Repeat the data exactly, leaving out any image.

********

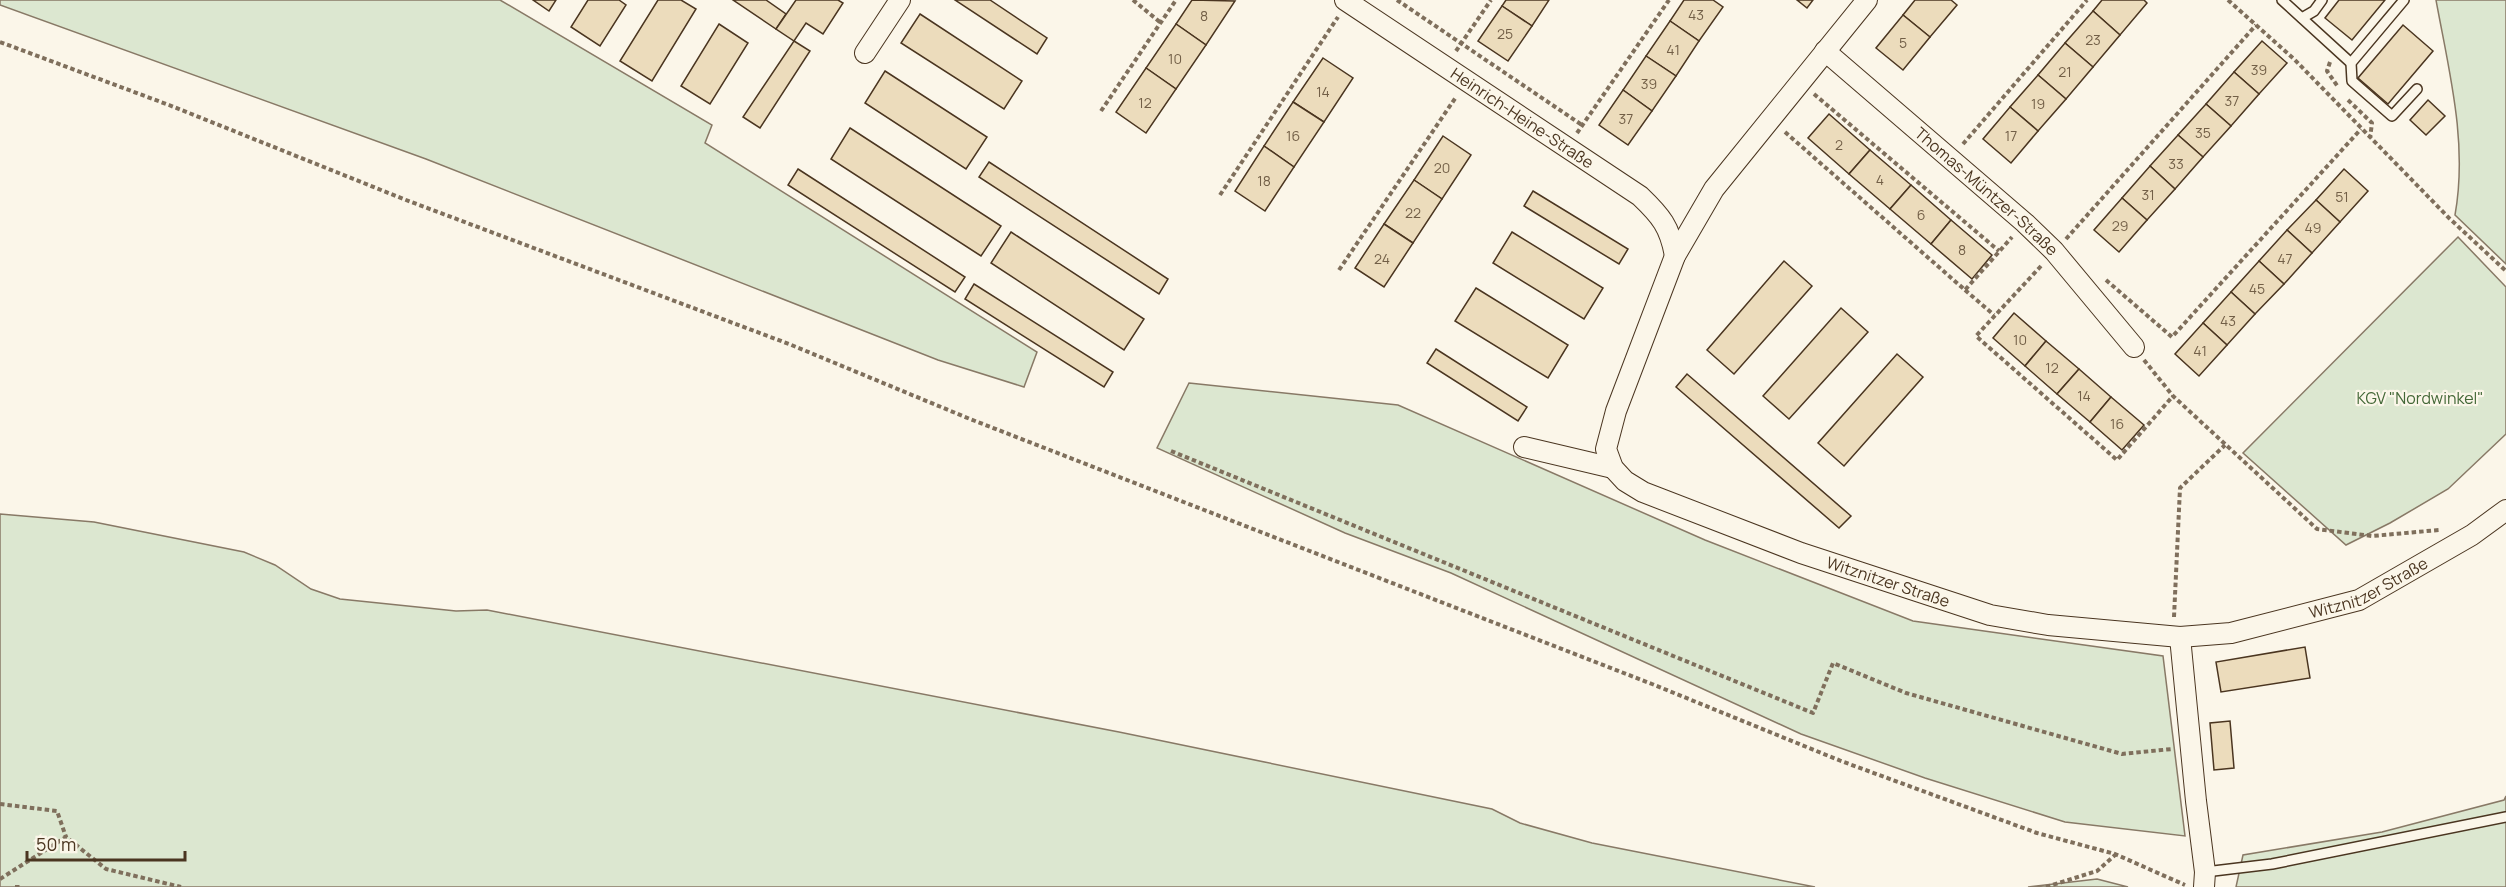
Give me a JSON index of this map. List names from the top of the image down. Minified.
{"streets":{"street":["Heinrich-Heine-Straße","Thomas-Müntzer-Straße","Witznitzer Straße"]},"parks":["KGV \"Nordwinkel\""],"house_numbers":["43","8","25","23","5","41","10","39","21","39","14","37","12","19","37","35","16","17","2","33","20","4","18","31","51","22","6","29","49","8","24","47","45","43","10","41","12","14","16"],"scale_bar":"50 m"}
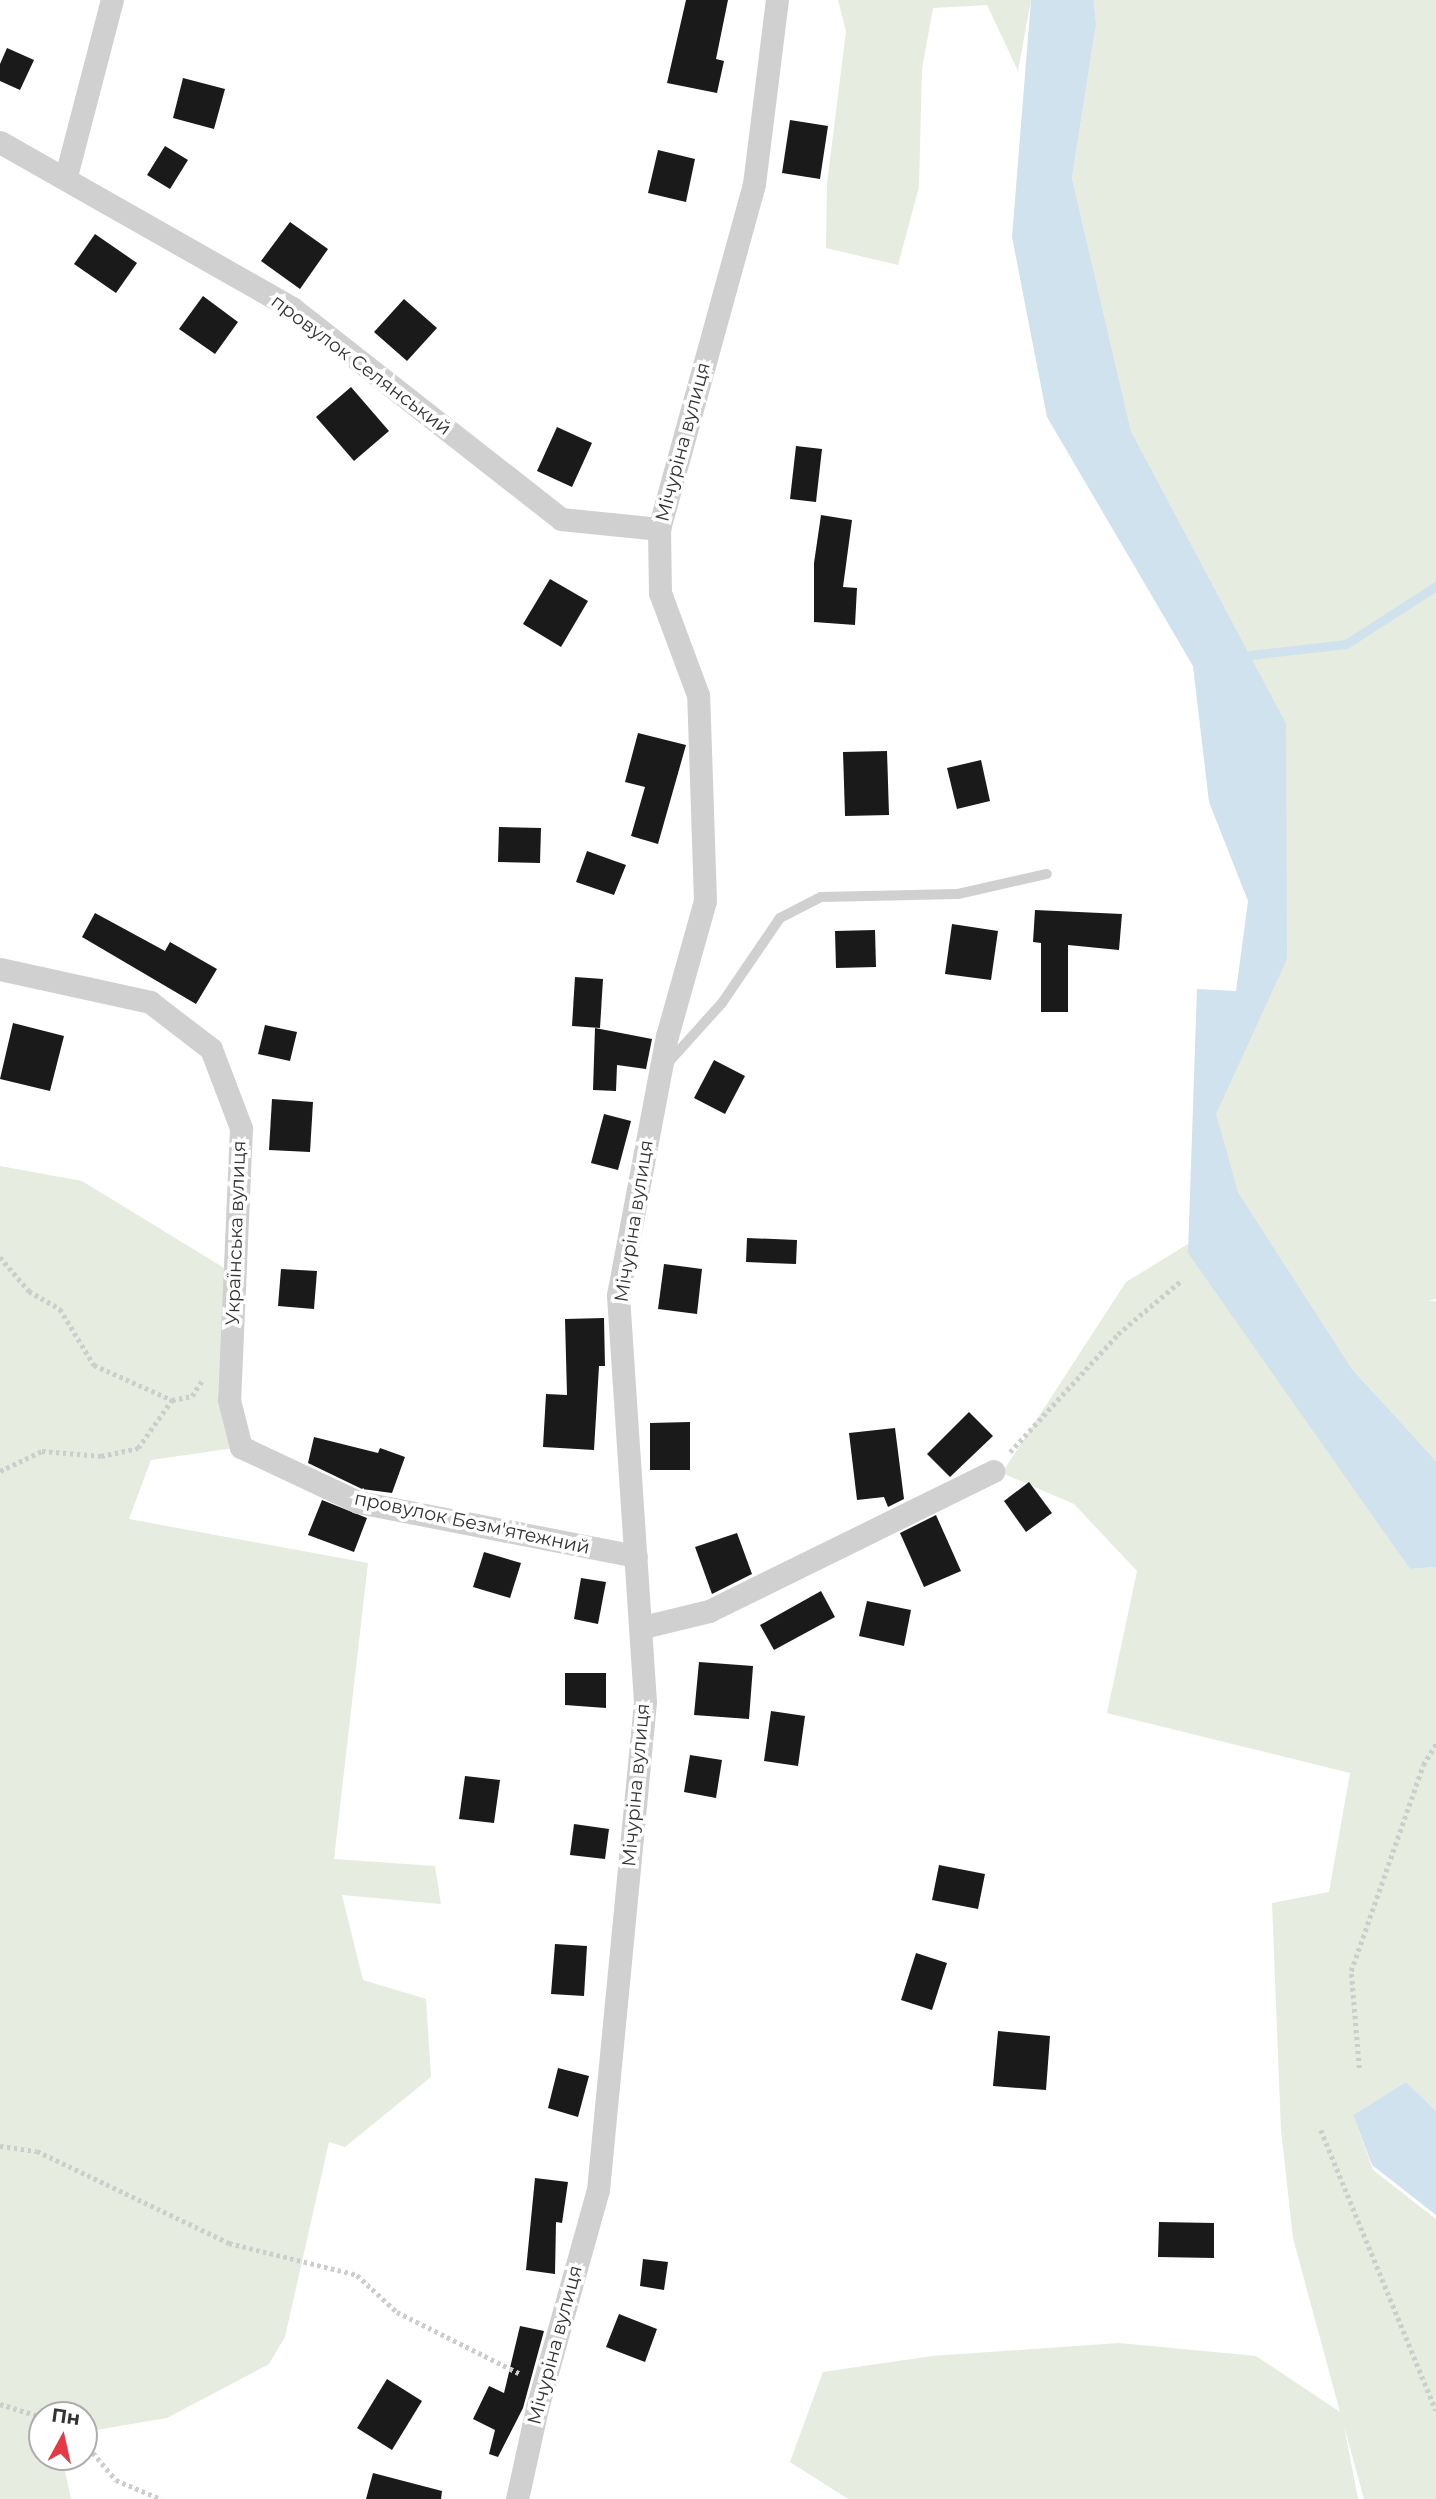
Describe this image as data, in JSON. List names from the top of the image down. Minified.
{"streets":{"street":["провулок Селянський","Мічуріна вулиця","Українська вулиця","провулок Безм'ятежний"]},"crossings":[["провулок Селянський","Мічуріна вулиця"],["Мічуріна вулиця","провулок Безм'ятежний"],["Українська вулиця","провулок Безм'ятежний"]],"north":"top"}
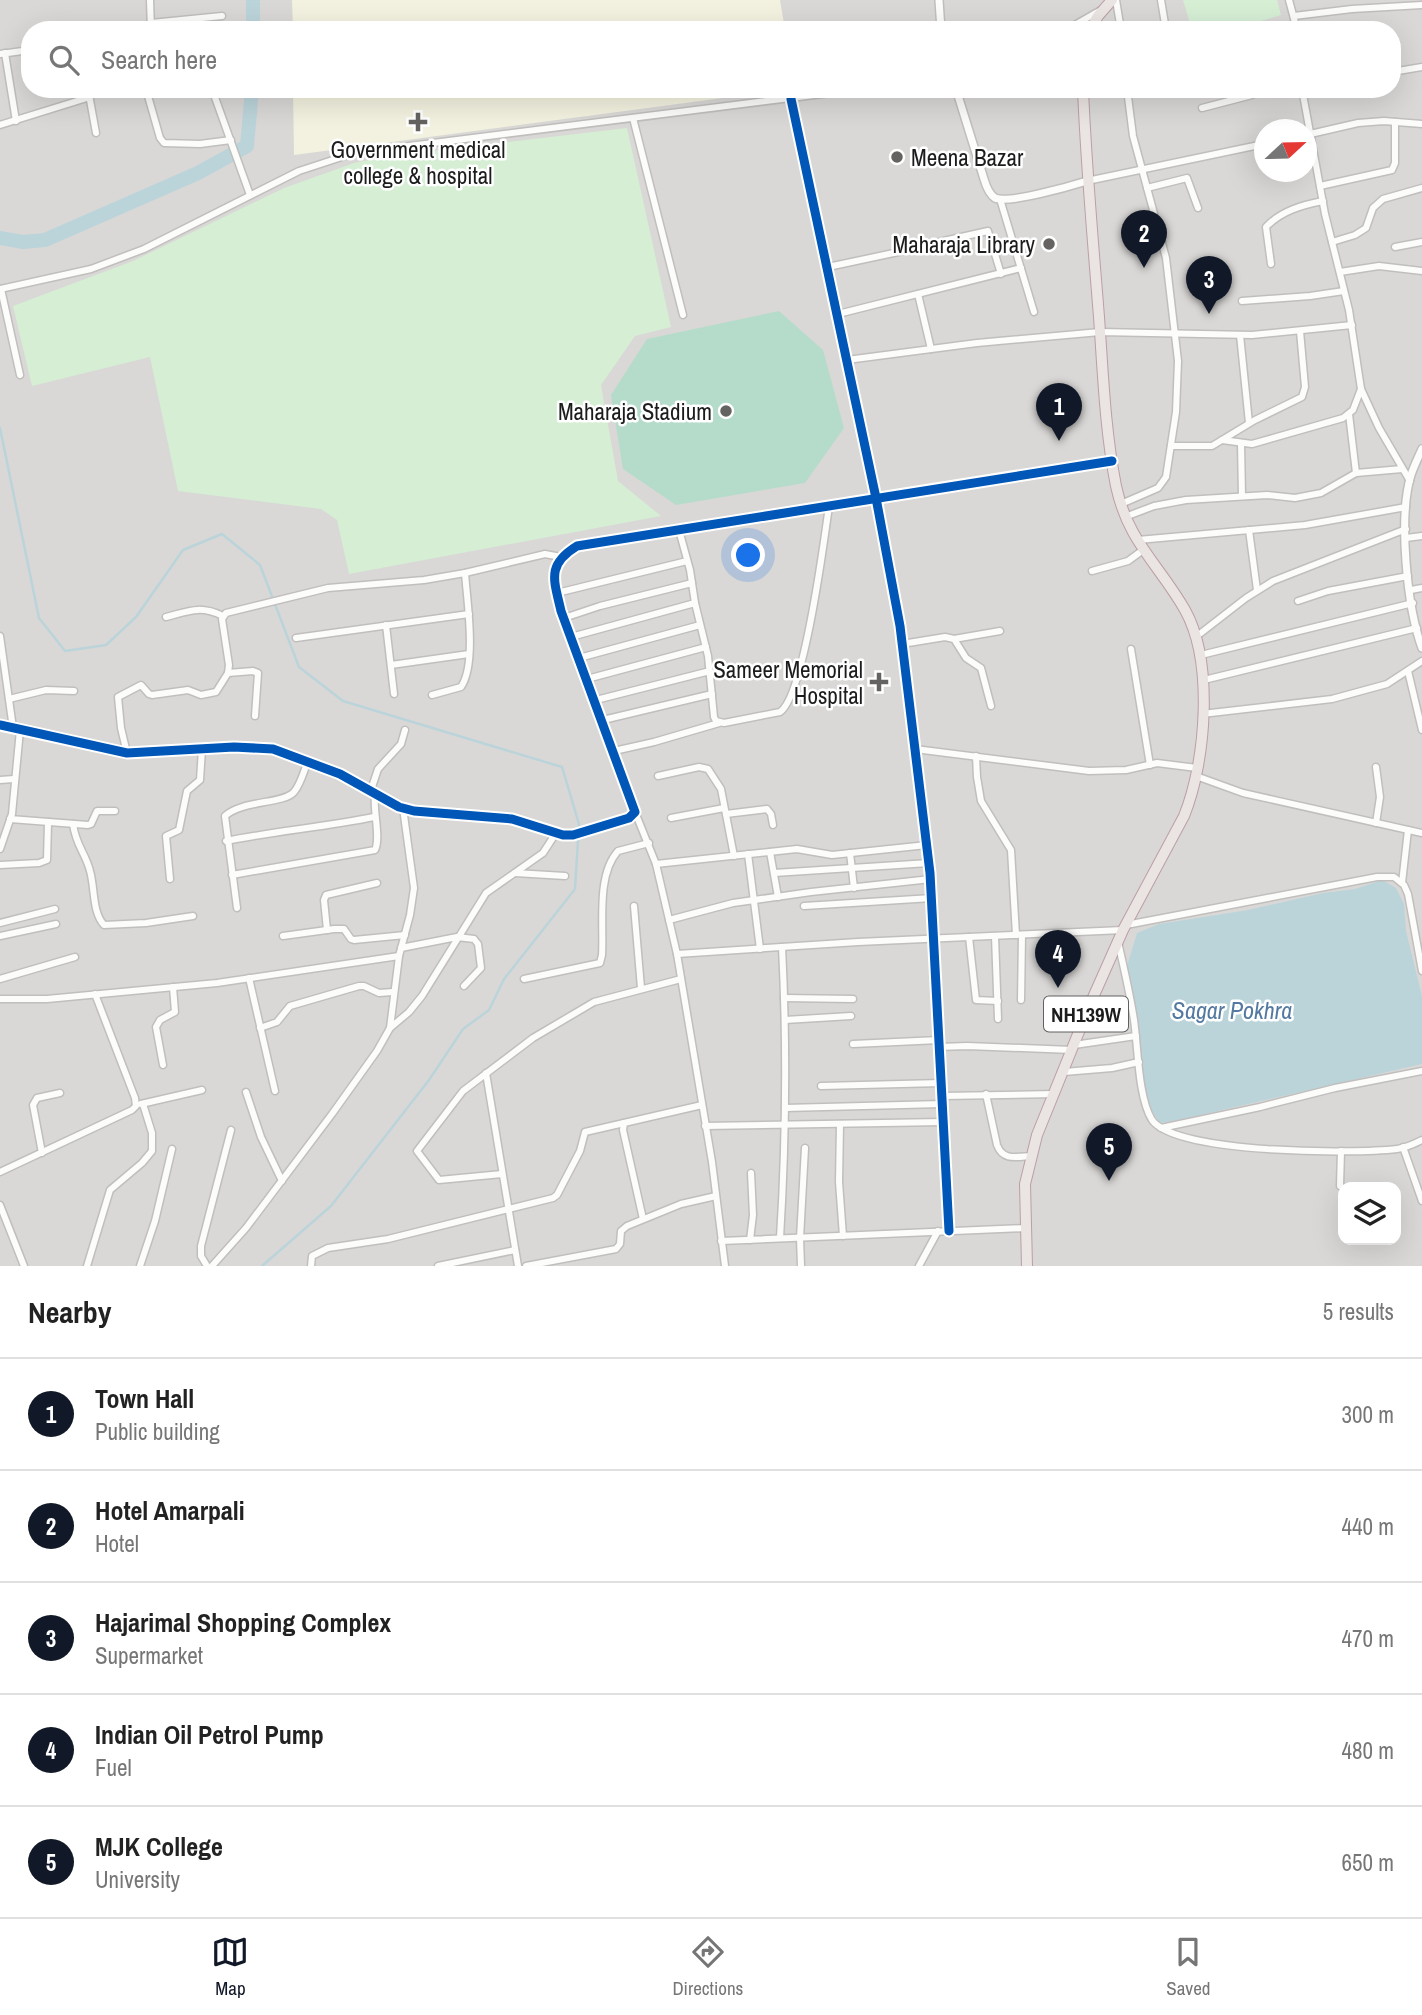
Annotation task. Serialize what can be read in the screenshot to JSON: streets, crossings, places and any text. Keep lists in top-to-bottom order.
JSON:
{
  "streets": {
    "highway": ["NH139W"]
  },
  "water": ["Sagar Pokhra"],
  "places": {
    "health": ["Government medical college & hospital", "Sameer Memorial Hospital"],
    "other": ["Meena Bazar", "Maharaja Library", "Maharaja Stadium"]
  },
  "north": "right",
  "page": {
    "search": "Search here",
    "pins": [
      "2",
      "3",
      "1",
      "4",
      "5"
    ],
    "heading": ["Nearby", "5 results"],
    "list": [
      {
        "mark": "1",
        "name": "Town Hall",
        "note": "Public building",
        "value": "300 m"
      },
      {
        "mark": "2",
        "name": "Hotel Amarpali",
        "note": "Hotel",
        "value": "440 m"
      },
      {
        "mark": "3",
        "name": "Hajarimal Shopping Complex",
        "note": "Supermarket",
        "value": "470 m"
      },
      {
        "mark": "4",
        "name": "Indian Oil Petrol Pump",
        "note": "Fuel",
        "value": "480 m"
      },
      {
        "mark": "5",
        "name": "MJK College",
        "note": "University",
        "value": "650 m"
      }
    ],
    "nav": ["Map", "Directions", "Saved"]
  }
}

********

Written solution:
Give me a JSON index of this map. List names from the top of the image down. Minified.
{"streets":{"street":["Heinrich-Heine-Straße","Thomas-Müntzer-Straße","Witznitzer Straße"]},"parks":["KGV \"Nordwinkel\""],"house_numbers":["43","8","25","23","5","41","10","39","21","39","14","37","12","19","37","35","16","17","2","33","20","4","18","31","51","22","6","29","49","8","24","47","45","43","10","41","12","14","16"],"scale_bar":"50 m"}
Describe this image as data, in JSON. List names from the top of the image down. Minified.
{"streets":{"street":["провулок Селянський","Мічуріна вулиця","Українська вулиця","провулок Безм'ятежний"]},"crossings":[["провулок Селянський","Мічуріна вулиця"],["Мічуріна вулиця","провулок Безм'ятежний"],["Українська вулиця","провулок Безм'ятежний"]],"north":"top"}
Annotation task. Serialize what can be read in the screenshot to JSON: streets, crossings, places and any text. Keep lists in top-to-bottom order.
JSON:
{
  "streets": {
    "highway": ["NH139W"]
  },
  "water": ["Sagar Pokhra"],
  "places": {
    "health": ["Government medical college & hospital", "Sameer Memorial Hospital"],
    "other": ["Meena Bazar", "Maharaja Library", "Maharaja Stadium"]
  },
  "north": "right",
  "page": {
    "search": "Search here",
    "pins": [
      "2",
      "3",
      "1",
      "4",
      "5"
    ],
    "heading": ["Nearby", "5 results"],
    "list": [
      {
        "mark": "1",
        "name": "Town Hall",
        "note": "Public building",
        "value": "300 m"
      },
      {
        "mark": "2",
        "name": "Hotel Amarpali",
        "note": "Hotel",
        "value": "440 m"
      },
      {
        "mark": "3",
        "name": "Hajarimal Shopping Complex",
        "note": "Supermarket",
        "value": "470 m"
      },
      {
        "mark": "4",
        "name": "Indian Oil Petrol Pump",
        "note": "Fuel",
        "value": "480 m"
      },
      {
        "mark": "5",
        "name": "MJK College",
        "note": "University",
        "value": "650 m"
      }
    ],
    "nav": ["Map", "Directions", "Saved"]
  }
}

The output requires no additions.